President of the European Court of Human Rights (ECHR) Síofra O’Leary urged the UK government in a press conference held on Thursday in Strasbourg to abide by the interim measures it has issued against the Rwanda agreement under Rule 39 of the Rules of Court. The ECHR previously issued an urgent interim measures in 2022 against the UK government’s plan to remove a group of asylum seekers to Rwanda until a final decision had been made by UK courts.

O’Leary stated, “[T]here is a clear legal obligation under the [European] convention [on Human Rights] for states to comply with Rule 39 measures.” Rule 39 of the Rules of the court confers the power to “[t]he Chamber or, where appropriate, the President of the Section or a duty judge…at the request of a party or of any other person concerned, or of their own motion” to “indicate to the parties any interim measure which they consider should be adopted in the interests of the parties or of the proper conduct of the proceedings.” In other words, it is an urgent order issued by the ECHR where there is a “real risk of serious and irreversible harm.”

The UK government has been the centre of attention since it has announced it will be bypassing the Supreme Court’s ruling, which found its Rwanda plan to be unlawful, and announced its Safety of Rwanda (Asylum and Immigration) bill in December 2023. The government keeps pushing its plan to remove asylum seekers to Rwanda despite warnings, as the UN Refugee Agency (UNHCR) recently said that the transfer of asylum seekers under the UK’s new Rwanda arrangement violates international law.
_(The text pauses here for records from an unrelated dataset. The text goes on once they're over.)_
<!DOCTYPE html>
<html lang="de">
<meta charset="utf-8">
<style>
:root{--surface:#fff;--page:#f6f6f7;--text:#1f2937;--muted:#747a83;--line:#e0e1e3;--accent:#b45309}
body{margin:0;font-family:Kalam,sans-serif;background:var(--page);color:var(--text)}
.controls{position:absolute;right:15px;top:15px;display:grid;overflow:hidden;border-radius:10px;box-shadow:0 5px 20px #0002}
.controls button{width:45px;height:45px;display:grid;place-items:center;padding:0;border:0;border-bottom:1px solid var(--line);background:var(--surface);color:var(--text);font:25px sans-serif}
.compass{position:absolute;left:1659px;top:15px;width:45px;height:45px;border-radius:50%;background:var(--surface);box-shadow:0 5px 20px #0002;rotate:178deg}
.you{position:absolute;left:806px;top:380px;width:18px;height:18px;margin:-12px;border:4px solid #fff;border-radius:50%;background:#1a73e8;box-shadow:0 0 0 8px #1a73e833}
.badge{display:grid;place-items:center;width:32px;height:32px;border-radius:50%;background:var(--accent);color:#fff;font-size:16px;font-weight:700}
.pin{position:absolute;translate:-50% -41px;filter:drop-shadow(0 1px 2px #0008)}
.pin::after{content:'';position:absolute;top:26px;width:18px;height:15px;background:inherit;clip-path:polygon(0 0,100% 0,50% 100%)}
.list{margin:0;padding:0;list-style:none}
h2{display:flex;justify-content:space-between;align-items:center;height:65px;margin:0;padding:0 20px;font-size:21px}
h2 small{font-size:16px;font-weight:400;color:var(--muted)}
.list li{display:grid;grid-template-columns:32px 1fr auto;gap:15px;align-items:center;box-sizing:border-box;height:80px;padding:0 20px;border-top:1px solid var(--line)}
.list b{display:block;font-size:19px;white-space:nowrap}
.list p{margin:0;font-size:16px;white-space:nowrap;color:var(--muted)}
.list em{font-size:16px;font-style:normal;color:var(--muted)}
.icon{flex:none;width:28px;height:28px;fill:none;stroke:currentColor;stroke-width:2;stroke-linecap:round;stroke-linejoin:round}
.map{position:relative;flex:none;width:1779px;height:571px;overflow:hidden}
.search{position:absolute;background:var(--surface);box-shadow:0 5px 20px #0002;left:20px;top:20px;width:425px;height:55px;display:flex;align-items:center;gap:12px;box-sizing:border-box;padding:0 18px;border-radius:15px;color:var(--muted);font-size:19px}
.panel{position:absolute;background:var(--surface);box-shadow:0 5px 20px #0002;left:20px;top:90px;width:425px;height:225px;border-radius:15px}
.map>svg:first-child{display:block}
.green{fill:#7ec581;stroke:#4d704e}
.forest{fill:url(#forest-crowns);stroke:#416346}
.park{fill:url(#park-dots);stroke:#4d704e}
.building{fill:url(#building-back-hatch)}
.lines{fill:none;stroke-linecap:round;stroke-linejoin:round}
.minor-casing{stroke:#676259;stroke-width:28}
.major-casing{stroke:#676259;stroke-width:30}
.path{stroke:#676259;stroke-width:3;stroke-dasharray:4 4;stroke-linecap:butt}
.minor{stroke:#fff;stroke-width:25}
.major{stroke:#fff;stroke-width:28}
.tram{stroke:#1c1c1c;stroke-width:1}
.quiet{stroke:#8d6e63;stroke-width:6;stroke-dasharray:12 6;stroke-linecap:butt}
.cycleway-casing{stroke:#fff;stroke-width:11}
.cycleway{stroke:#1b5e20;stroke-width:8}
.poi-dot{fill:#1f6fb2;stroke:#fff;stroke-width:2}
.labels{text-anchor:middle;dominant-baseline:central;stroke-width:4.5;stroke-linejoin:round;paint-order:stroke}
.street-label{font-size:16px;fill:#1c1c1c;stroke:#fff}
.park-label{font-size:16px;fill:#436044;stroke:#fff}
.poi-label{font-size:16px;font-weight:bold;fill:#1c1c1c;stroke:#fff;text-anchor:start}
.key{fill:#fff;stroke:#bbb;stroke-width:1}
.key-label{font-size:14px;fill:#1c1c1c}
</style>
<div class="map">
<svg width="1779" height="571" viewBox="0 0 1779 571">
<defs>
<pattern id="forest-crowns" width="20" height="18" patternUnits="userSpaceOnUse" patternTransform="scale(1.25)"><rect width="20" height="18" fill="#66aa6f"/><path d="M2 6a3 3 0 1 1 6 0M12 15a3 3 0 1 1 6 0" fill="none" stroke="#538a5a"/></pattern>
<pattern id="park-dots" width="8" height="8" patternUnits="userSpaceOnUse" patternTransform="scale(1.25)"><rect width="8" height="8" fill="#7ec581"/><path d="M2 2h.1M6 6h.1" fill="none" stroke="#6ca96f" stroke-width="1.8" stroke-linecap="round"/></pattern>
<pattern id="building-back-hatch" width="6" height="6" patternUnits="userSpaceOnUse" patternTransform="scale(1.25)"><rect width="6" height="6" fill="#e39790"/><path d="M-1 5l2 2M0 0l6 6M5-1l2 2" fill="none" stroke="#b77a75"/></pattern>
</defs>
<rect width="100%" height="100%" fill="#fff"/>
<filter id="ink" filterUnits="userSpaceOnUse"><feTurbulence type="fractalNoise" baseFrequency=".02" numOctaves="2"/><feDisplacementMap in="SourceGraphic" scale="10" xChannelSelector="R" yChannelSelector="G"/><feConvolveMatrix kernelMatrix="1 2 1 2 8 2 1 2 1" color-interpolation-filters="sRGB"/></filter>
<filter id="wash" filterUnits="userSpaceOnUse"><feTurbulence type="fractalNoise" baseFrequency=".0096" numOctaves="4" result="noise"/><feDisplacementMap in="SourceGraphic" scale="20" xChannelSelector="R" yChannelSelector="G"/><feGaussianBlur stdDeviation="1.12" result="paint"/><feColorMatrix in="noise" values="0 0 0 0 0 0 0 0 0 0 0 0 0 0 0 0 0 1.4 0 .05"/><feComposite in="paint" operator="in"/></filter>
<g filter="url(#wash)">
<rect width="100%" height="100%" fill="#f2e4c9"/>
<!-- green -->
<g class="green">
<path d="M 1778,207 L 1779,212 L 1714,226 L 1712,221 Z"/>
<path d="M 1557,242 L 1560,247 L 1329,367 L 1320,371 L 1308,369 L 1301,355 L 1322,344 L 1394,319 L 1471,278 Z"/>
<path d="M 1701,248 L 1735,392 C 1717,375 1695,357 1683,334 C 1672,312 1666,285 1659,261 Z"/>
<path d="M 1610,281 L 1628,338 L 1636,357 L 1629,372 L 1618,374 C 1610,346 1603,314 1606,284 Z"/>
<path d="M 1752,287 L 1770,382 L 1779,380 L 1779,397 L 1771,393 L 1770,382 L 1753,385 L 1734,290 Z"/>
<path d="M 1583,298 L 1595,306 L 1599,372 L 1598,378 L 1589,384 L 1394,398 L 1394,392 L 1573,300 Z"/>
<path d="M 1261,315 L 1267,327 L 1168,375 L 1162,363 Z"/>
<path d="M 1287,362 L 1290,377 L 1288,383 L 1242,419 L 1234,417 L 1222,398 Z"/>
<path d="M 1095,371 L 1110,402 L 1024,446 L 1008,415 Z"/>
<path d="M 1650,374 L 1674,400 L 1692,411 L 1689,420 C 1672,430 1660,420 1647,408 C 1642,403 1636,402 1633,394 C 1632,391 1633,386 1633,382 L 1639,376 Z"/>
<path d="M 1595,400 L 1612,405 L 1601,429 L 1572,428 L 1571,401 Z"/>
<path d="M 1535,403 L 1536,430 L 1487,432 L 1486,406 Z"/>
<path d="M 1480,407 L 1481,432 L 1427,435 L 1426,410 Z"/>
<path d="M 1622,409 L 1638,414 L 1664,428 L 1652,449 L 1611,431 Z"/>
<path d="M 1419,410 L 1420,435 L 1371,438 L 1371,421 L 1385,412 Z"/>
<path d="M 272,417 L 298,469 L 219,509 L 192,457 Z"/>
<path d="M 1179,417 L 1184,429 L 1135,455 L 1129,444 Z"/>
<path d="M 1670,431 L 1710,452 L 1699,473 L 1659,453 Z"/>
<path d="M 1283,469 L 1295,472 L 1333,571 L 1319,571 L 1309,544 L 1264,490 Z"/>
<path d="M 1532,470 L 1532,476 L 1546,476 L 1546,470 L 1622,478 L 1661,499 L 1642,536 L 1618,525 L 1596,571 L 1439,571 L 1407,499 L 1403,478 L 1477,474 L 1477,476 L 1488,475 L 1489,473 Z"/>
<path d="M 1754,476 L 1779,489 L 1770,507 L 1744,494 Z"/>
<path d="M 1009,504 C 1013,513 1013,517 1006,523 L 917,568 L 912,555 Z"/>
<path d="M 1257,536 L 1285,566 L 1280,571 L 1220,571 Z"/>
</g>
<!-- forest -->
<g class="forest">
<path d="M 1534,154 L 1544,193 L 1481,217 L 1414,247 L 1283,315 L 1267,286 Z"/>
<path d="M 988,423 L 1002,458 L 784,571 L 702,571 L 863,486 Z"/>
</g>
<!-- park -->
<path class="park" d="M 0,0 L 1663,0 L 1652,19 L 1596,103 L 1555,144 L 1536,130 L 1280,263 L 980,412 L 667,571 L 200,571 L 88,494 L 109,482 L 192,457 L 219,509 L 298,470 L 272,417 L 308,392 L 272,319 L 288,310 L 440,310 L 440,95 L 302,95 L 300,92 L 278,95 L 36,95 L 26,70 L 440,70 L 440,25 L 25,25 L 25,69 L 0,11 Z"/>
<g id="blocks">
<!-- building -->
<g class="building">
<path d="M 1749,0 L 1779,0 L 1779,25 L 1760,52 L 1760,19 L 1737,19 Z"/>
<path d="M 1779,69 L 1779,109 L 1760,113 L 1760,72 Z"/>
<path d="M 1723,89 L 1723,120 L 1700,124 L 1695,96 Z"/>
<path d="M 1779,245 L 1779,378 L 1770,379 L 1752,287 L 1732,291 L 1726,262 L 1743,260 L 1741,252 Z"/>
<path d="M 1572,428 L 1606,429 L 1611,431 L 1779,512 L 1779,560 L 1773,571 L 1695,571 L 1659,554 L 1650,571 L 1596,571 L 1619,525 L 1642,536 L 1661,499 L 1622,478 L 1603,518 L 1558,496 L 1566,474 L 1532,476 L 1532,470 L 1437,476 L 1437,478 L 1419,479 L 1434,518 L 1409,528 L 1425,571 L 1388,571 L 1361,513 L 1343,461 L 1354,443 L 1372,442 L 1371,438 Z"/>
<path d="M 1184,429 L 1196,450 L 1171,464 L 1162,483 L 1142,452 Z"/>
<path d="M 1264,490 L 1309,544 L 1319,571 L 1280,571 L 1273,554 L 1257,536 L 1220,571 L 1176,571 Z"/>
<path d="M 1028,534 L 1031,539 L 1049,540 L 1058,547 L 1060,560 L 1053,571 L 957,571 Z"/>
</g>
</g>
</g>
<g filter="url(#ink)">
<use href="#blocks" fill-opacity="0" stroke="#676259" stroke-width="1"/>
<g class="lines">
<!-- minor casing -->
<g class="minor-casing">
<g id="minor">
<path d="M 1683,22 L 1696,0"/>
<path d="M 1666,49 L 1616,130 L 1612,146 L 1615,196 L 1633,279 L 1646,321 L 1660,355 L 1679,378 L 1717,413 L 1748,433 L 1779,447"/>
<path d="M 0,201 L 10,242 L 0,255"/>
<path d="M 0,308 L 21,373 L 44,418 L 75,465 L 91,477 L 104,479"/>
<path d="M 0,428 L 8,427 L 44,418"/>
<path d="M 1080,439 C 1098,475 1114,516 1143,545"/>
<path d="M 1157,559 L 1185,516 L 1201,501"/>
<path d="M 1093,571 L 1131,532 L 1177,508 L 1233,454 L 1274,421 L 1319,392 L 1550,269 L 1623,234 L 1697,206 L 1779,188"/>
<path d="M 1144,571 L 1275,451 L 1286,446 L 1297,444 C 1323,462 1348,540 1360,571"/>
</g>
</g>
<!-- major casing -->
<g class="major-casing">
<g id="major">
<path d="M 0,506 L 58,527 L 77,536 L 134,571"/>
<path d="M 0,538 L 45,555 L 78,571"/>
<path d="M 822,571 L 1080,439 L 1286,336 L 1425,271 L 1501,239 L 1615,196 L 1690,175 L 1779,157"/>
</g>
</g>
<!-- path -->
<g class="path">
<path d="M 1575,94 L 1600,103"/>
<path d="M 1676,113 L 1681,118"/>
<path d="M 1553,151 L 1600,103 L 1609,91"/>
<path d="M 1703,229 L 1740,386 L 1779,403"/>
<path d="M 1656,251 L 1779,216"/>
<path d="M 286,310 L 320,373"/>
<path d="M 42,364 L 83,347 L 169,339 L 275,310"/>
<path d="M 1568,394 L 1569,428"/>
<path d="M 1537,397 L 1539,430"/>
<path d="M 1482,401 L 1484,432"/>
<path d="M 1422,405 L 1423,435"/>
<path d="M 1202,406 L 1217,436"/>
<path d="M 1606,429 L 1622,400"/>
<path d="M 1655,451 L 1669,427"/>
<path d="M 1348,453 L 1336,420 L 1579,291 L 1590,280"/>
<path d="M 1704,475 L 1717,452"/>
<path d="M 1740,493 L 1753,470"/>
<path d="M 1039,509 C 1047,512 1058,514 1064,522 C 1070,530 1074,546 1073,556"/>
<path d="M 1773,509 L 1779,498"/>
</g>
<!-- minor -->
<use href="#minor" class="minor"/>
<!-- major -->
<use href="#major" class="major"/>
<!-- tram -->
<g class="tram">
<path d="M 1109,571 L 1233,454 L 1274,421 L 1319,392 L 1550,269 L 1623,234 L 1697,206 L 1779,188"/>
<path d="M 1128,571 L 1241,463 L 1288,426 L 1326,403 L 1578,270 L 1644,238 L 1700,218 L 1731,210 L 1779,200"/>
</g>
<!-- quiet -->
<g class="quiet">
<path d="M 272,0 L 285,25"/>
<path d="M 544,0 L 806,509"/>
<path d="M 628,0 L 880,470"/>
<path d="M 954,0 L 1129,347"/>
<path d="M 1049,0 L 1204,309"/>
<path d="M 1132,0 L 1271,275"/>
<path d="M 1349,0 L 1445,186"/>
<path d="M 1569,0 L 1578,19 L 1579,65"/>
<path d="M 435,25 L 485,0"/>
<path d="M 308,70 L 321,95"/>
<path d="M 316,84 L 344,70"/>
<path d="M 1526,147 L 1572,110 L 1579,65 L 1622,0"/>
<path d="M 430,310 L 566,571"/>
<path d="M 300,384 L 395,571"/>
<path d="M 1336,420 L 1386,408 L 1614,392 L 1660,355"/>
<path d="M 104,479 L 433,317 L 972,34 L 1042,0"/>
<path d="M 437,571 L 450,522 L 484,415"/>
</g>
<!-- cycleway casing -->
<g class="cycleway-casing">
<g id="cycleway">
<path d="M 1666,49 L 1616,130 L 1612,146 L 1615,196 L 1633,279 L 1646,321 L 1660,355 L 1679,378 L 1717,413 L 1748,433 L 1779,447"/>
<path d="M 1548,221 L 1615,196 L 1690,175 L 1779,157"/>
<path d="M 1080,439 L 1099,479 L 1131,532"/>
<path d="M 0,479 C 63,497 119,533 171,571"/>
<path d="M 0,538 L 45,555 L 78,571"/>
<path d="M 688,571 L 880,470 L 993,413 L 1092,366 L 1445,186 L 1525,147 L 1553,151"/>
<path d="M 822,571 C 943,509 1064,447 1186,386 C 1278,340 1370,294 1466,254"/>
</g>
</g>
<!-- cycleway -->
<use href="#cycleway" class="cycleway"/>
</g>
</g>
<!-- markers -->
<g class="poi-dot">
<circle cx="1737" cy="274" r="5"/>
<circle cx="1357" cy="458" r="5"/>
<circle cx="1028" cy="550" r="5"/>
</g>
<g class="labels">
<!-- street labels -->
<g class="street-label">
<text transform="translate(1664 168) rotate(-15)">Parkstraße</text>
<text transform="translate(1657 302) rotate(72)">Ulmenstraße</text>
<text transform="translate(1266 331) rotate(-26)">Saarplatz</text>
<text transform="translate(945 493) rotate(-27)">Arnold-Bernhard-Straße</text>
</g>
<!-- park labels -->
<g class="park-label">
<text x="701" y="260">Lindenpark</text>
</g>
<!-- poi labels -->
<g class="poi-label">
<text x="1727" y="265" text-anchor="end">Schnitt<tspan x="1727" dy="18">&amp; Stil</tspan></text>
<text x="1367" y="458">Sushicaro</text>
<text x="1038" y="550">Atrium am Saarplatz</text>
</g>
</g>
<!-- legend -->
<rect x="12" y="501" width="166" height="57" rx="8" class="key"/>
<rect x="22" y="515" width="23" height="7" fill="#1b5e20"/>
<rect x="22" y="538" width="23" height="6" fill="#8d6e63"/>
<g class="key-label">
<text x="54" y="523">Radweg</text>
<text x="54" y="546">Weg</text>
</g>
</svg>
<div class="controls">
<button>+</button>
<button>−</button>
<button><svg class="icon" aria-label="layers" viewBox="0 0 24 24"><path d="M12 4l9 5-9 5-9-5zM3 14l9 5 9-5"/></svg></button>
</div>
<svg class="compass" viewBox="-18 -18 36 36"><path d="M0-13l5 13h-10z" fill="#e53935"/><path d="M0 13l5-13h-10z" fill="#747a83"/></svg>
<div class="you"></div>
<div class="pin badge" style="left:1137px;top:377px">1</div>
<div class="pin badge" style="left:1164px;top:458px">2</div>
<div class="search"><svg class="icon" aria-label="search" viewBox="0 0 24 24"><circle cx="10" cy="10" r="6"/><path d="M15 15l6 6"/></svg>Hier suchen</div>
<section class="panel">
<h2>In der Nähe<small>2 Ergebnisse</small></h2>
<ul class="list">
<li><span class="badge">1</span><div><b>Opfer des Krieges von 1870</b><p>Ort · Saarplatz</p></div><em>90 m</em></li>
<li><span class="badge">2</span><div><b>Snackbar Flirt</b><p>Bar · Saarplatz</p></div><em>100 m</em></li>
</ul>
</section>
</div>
The House of Commons passed the Safety of Rwanda Bill last week. It is now awaiting examination at the House of Lords.

O’Leary added that the UK has “always complied with Rule 39 and measures going all the way back to the old commission in the 1950s” and that it has “publicly declared the need for other states to comply with Rule 39.” She reaffirmed the European court’s role when it is seized to examine “any convention issues which may arise” in cases which relates to individual circumstances.